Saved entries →
-------------------------

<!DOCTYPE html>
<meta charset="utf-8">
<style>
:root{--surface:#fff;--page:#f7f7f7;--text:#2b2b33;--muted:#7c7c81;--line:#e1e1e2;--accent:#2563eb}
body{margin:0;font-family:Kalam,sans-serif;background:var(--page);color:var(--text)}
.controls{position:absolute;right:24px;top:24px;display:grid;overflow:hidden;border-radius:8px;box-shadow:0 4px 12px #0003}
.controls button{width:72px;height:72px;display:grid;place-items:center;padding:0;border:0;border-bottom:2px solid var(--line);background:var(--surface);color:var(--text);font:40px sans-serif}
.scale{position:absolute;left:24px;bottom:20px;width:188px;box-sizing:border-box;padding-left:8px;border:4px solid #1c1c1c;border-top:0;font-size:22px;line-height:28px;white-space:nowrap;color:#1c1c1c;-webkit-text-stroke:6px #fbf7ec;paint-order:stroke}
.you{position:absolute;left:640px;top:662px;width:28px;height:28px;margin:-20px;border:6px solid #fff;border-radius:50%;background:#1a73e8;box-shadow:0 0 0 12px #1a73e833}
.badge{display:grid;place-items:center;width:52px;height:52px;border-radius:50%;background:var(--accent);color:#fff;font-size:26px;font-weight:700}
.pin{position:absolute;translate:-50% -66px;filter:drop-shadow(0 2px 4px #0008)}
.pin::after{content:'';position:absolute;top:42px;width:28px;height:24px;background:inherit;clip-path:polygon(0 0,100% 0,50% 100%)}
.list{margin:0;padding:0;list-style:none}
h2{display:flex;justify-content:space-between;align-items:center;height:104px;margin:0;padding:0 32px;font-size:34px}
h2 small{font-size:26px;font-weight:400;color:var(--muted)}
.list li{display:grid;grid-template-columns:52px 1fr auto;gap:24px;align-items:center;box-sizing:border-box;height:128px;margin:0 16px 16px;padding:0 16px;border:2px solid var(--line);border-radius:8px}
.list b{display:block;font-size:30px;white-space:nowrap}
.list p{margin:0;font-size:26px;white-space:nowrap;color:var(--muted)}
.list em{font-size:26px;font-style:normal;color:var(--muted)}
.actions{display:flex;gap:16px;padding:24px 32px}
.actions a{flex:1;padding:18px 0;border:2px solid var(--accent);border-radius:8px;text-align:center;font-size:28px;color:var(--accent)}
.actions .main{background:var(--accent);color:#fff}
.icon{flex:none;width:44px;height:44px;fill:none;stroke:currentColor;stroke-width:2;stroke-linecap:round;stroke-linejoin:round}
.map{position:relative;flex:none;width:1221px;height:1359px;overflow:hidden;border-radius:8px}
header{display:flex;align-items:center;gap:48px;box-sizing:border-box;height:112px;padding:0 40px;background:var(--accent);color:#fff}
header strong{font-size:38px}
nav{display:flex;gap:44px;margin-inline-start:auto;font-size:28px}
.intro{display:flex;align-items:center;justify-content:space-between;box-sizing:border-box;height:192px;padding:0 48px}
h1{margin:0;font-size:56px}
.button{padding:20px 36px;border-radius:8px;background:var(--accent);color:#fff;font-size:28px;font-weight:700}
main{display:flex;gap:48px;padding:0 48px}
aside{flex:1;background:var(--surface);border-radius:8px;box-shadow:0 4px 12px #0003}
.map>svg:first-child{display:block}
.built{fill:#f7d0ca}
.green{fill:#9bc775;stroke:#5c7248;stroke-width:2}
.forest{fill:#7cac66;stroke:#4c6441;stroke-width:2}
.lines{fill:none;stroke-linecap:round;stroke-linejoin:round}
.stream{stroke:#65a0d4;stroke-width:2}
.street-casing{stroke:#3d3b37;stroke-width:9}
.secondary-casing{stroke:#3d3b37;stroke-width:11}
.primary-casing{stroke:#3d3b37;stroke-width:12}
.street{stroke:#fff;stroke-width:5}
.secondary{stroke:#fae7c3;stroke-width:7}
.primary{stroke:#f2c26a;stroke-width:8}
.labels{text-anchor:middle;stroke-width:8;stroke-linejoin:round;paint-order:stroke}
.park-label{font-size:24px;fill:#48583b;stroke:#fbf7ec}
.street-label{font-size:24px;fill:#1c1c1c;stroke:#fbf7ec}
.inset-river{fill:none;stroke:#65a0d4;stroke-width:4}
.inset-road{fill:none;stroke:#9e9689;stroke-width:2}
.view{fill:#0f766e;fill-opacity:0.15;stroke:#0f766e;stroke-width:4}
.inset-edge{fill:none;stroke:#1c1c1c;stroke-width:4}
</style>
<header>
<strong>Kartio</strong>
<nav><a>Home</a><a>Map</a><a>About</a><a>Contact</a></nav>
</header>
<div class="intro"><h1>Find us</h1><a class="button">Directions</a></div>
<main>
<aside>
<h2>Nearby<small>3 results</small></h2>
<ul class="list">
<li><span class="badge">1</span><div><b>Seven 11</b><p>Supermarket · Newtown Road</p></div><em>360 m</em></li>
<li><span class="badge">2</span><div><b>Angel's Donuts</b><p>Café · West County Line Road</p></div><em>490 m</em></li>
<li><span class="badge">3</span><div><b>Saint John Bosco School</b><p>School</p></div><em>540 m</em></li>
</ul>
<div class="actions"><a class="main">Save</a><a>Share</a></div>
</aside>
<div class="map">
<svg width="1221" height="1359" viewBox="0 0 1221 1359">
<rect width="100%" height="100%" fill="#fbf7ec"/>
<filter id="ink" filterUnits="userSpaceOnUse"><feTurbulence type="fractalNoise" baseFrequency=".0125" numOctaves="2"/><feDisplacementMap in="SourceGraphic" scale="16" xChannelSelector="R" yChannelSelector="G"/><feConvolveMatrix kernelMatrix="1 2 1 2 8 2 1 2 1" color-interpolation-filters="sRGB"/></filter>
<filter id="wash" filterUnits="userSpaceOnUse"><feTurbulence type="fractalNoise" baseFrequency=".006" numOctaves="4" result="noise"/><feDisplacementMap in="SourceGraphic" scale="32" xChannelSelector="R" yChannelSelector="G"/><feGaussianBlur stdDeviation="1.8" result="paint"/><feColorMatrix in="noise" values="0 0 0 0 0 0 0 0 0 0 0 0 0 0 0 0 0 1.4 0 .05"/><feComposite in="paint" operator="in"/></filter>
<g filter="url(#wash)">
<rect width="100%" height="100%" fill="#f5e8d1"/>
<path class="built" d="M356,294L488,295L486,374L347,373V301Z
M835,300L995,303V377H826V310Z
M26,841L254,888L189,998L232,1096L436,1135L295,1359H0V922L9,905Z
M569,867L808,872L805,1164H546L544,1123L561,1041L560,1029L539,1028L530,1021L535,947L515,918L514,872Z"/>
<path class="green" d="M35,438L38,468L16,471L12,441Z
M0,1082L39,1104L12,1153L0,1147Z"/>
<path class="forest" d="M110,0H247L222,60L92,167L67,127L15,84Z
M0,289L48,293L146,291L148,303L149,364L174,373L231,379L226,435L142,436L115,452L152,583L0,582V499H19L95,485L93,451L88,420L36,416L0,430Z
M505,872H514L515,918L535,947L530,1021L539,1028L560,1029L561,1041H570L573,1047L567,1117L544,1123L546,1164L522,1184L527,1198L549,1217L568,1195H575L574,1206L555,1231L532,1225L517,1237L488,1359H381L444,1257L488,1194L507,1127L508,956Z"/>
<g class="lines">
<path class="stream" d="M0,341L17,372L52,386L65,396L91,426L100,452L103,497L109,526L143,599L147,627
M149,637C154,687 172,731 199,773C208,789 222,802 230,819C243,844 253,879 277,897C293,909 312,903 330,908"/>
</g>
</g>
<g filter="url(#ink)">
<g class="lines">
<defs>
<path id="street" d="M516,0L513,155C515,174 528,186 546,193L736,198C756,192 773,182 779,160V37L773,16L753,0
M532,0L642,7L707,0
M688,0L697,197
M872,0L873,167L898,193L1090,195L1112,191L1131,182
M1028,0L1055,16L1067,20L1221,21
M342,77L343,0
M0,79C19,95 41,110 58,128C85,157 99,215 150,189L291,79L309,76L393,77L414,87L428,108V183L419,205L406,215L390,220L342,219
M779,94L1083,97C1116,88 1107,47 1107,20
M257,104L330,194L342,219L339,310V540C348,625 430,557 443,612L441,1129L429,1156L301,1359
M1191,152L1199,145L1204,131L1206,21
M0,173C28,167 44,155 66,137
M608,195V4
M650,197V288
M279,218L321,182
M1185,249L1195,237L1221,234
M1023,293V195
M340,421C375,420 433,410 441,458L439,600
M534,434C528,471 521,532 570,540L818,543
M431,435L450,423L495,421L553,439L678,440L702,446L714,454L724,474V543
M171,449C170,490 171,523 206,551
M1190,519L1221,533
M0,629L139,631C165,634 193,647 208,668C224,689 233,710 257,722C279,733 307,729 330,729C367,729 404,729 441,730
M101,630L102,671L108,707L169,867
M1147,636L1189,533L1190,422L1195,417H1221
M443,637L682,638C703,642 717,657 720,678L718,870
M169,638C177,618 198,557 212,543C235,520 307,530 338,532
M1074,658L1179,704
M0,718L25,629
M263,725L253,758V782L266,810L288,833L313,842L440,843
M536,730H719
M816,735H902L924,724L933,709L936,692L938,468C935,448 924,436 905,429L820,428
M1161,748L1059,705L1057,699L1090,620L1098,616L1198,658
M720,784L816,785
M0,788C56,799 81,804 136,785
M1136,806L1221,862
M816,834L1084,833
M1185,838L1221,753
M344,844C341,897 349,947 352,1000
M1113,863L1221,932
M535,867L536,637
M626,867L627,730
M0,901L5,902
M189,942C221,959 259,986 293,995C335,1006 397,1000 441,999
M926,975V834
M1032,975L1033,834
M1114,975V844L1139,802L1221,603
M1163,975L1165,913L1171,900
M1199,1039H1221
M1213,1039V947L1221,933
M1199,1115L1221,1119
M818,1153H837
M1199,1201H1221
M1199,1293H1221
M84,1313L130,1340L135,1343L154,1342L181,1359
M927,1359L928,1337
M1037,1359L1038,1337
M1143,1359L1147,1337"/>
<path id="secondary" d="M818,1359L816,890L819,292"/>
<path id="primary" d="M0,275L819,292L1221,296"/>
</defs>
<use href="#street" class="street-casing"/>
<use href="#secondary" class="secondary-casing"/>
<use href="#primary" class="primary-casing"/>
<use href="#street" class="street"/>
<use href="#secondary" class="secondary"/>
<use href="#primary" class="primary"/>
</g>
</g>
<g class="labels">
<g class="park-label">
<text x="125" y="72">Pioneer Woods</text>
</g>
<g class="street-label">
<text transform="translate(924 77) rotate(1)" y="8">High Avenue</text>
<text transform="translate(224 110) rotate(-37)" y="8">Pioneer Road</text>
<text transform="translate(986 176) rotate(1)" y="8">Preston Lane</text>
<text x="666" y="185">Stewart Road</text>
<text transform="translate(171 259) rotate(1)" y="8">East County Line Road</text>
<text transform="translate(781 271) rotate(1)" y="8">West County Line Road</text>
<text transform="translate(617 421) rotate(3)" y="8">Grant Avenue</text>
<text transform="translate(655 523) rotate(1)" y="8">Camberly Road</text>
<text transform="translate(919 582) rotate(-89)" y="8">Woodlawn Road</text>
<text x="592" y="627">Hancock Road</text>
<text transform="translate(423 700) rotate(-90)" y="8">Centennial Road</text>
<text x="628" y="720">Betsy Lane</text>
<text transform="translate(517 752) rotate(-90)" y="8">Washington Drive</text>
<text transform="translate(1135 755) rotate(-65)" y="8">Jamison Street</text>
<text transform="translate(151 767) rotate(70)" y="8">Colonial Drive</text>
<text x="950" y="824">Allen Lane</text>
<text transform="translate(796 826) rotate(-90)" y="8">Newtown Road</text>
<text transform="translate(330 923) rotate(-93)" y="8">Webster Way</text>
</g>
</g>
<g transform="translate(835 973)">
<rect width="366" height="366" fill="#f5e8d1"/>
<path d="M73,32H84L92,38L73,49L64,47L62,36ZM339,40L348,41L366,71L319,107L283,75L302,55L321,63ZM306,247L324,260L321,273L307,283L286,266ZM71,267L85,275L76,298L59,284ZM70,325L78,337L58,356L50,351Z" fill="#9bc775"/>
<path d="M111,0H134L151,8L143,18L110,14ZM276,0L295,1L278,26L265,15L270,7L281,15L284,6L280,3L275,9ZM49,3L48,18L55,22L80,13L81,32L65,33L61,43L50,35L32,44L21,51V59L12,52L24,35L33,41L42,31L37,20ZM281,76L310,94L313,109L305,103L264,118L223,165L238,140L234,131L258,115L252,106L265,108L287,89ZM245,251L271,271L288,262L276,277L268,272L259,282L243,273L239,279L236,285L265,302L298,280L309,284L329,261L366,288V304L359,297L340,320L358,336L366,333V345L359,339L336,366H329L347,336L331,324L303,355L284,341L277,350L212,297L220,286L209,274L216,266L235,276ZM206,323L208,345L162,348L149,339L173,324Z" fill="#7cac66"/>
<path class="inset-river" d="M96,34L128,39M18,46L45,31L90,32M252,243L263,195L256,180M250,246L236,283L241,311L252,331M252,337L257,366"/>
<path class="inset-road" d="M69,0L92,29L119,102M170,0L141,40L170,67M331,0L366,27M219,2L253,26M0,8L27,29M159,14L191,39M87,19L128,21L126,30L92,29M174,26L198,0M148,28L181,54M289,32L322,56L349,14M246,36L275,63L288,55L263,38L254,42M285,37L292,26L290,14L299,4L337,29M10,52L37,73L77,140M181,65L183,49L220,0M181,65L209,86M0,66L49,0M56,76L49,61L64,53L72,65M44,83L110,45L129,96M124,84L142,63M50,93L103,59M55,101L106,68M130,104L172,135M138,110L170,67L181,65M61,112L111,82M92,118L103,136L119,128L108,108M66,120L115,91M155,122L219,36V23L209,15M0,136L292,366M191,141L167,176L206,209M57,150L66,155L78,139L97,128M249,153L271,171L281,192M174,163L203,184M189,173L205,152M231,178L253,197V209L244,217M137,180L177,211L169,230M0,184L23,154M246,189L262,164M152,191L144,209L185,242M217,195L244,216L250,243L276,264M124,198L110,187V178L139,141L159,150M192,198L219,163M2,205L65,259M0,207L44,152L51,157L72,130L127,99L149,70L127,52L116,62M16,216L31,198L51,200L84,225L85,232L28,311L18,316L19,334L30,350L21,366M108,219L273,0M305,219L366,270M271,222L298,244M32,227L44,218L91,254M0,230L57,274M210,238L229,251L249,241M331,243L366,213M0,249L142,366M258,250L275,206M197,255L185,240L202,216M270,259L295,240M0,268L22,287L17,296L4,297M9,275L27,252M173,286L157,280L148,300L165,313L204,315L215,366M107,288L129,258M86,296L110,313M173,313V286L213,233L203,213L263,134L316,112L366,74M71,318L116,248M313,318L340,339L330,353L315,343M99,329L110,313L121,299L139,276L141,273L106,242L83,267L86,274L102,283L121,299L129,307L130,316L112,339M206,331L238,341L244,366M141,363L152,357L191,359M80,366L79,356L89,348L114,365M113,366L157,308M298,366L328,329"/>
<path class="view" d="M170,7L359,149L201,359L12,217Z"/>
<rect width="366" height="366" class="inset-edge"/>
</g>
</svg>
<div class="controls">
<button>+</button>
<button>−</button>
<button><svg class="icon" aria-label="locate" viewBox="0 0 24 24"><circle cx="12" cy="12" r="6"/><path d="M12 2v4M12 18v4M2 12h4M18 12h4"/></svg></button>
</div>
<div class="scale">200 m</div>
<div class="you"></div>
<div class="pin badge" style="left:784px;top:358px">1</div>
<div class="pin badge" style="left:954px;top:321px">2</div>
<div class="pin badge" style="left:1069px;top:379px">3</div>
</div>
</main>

-------------------------

EXERCISE DIRECTIONS → Each line of the data that has the string "list" should be returned.

TASK SOLUTION →
.list{margin:0;padding:0;list-style:none}
.list li{display:grid;grid-template-columns:52px 1fr auto;gap:24px;align-items:center;box-sizing:border-box;height:128px;margin:0 16px 16px;padding:0 16px;border:2px solid var(--line);border-radius:8px}
.list b{display:block;font-size:30px;white-space:nowrap}
.list p{margin:0;font-size:26px;white-space:nowrap;color:var(--muted)}
.list em{font-size:26px;font-style:normal;color:var(--muted)}
<ul class="list">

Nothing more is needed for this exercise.